**ASSIGNED TASK:** Transcribe every entry word for word, but drop the pictures.

**TASK INPUT:**
--

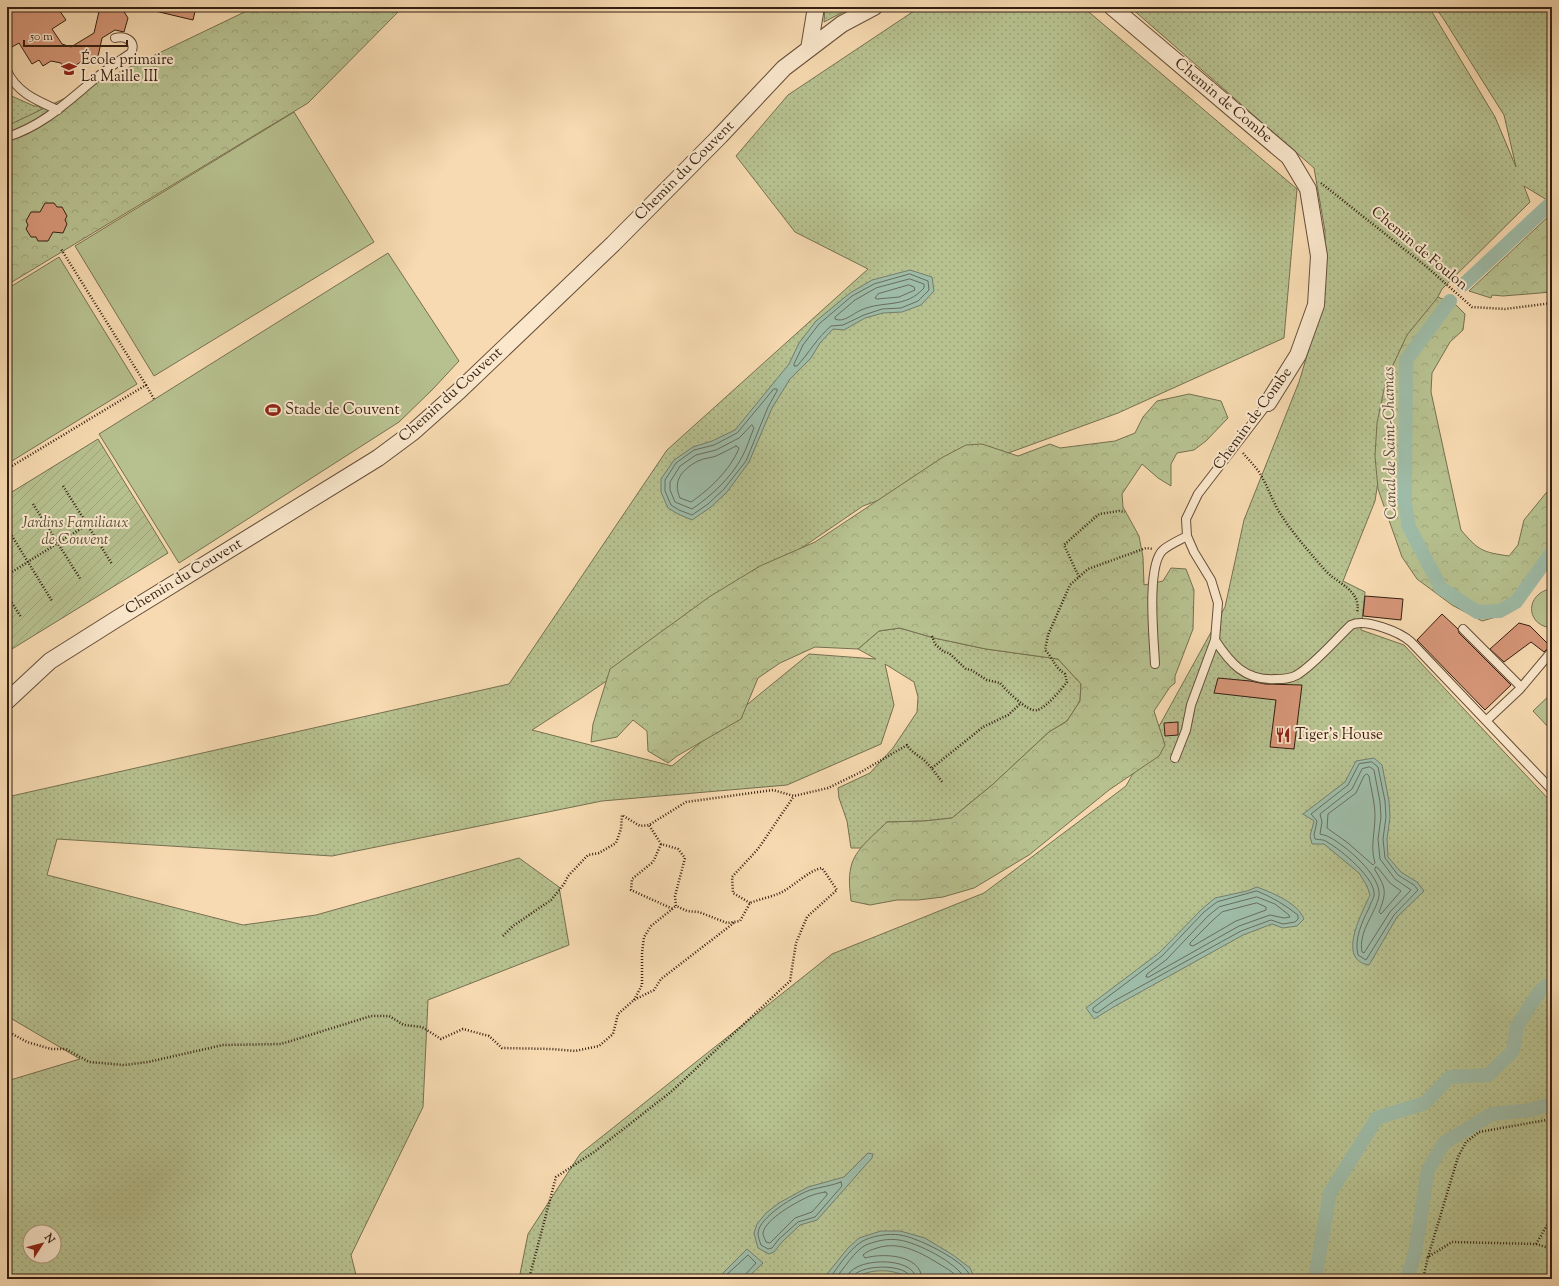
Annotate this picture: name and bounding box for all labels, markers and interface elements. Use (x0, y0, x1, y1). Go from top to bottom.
scale bar (24, 22, 127, 48)
text: 50 m (29, 28, 53, 46)
place label: École primaire La Maille III (81, 49, 174, 88)
street label: Chemin de Combe (1169, 54, 1277, 148)
school or university icon: École primaire La Maille III (60, 60, 78, 78)
street label: Chemin du Couvent (630, 116, 740, 226)
street label: Chemin de Foulon (1366, 202, 1472, 296)
street label: Chemin du Couvent (394, 343, 508, 447)
street label: Chemin de Combe (1209, 363, 1297, 475)
water label: Canal de Saint-Chamas (1378, 366, 1404, 520)
place label: Stade de Couvent (285, 400, 400, 421)
sports icon: Stade de Couvent (264, 401, 282, 419)
park label: Jardins Familiaux de Couvent (21, 513, 128, 551)
street label: Chemin du Couvent (121, 534, 247, 620)
place label: Tiger's House (1295, 725, 1383, 746)
restaurant icon: Tiger's House (1274, 726, 1292, 744)
north arrow (22, 1224, 62, 1264)
text: N (40, 1230, 58, 1247)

--

**RESULT OF THE EXERCISE:**
Annotate this picture: name and bounding box for all labels, markers and interface elements. Use (x0, y0, x1, y1). Go from top to bottom.
scale bar (24, 22, 127, 48)
text: 50 m (29, 28, 53, 46)
place label: École primaire La Maille III (81, 49, 174, 88)
street label: Chemin de Combe (1169, 54, 1277, 148)
school or university icon: École primaire La Maille III (60, 60, 78, 78)
street label: Chemin du Couvent (630, 116, 740, 226)
street label: Chemin de Foulon (1366, 202, 1472, 296)
street label: Chemin du Couvent (394, 343, 508, 447)
street label: Chemin de Combe (1209, 363, 1297, 475)
water label: Canal de Saint-Chamas (1378, 366, 1404, 520)
place label: Stade de Couvent (285, 400, 400, 421)
sports icon: Stade de Couvent (264, 401, 282, 419)
park label: Jardins Familiaux de Couvent (21, 513, 128, 551)
street label: Chemin du Couvent (121, 534, 247, 620)
place label: Tiger's House (1295, 725, 1383, 746)
restaurant icon: Tiger's House (1274, 726, 1292, 744)
north arrow (22, 1224, 62, 1264)
text: N (40, 1230, 58, 1247)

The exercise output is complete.